Fewer emails and a wider array of offerings are the recipe for success at Groupon as the e-commerce platform tries to transform itself into more of a "utility" for consumers, CEO Rich Williams told CNBC on Monday.

"We have great brand awareness," Williams told Jim Cramer in an exclusive interview on "Mad Money." "We're north of 80 percent. People know who we are. I think our opportunity there is to move just from people knowing who we are and what we've been to where we are moving and what we are now, which is a utility they can use every single day."

For Groupon, which has gained popularity since its 2008 launch for offering deep discounts on travel and lifestyle offerings, that means cutting back on its emails to consumers and daily deals, and instead offering a consistent spread of great deals at the best possible prices.

Williams envisions a place consumers can "trust when they're hungry, when they're bored, [or] when they just want something to do on the weekend with their kids," he told Cramer.

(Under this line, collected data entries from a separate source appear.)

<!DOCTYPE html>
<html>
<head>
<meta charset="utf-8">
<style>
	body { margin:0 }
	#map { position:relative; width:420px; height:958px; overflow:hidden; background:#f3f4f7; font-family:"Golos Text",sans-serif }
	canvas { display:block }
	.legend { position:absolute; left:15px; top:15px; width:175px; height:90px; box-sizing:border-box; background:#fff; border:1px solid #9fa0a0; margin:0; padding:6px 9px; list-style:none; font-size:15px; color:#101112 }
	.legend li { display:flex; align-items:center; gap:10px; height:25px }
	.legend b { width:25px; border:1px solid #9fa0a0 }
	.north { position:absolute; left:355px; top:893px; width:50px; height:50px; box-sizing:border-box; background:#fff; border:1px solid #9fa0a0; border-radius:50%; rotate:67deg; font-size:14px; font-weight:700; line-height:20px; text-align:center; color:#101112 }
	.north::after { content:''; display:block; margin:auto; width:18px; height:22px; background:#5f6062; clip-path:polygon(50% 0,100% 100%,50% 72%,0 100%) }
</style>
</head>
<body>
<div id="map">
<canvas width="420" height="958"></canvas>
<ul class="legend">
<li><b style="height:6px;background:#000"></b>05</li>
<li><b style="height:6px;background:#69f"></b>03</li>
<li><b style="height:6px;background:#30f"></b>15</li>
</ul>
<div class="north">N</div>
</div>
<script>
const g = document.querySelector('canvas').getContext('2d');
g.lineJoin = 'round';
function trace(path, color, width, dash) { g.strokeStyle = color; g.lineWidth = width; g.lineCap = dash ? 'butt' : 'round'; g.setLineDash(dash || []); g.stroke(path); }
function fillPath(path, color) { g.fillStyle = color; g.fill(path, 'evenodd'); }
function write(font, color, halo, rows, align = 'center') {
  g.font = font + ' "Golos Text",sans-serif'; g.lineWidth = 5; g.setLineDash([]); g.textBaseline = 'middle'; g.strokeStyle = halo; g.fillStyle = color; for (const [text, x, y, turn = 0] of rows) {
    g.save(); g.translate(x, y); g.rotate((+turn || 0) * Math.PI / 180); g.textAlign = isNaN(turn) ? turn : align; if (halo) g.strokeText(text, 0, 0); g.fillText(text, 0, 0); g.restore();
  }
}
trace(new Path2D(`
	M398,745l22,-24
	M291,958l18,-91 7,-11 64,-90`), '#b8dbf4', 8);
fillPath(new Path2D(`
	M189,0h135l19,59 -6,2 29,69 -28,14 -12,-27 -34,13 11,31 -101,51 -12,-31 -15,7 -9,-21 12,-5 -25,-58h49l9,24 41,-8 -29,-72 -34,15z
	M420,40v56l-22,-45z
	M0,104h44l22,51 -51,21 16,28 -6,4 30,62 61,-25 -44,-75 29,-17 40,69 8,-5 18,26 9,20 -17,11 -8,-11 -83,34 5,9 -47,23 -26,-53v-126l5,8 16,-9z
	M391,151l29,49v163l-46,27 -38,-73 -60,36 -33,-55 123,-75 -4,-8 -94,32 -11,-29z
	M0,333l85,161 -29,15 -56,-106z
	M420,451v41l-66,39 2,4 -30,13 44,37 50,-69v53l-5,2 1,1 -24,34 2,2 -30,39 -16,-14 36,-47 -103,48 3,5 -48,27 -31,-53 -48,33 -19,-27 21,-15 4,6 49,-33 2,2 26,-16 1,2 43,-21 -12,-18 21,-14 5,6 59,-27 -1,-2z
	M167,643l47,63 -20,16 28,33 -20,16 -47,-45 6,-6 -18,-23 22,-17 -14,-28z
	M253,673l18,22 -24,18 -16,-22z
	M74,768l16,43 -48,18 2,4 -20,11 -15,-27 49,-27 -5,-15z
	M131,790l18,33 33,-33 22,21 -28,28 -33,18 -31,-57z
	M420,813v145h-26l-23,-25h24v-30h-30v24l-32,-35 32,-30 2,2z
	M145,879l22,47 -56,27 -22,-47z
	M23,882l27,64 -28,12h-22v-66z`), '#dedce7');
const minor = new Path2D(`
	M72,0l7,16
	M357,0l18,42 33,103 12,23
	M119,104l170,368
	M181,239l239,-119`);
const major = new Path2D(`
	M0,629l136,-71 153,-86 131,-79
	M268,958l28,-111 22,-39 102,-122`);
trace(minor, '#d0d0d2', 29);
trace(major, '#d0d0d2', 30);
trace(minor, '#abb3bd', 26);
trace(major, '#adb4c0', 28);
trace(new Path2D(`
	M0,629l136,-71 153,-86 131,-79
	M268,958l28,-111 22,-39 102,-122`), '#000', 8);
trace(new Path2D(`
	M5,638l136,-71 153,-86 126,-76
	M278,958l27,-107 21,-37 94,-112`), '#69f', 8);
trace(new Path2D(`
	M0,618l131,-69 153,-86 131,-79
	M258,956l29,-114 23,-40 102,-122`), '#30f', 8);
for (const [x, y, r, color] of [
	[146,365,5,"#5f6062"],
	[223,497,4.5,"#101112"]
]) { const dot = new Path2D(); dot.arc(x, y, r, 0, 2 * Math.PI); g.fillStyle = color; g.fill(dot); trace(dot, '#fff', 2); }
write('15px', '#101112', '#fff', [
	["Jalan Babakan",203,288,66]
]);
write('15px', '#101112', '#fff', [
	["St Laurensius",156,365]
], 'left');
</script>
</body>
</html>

As part of this shift — which the CEO cast as more of a "transformation" than a turnaround because of its scale — Groupon has partnered with AMC Entertainment Holdings, a massive movie theater operator. Set to launch in the first half of 2019, the partnership will allow Groupon to sell tickets to AMC theaters on its online marketplace.

"We're really excited about being able to partner with AMC to ... offer that ability for people, when they want to go see a movie and they're thinking of Groupon, [to] just buy the ticket, and, ultimately, work with [AMC] over time to make sure that we're providing that kind of pricing specialty that we bring to the table in a way that works for customers and works for them," Williams said.

The deal could bring Groupon a step closer to one of its goals: becoming a much more frequented platform for consumers looking for deals on a daily basis.

"People use us, call it, four or five times a year. Our opportunity in local, where you shop most of the time, is four or five times a week, so that's what we're building toward," Williams said. "And those are the metrics to look at long-term, that we have a lot of customers buying more frequently in a profitable way."

Groupon's stock rose 1.6 percent in Monday's trading as investors embraced the AMC deal. Its closing share price was $3.12 and remained unchanged in after-hours trading.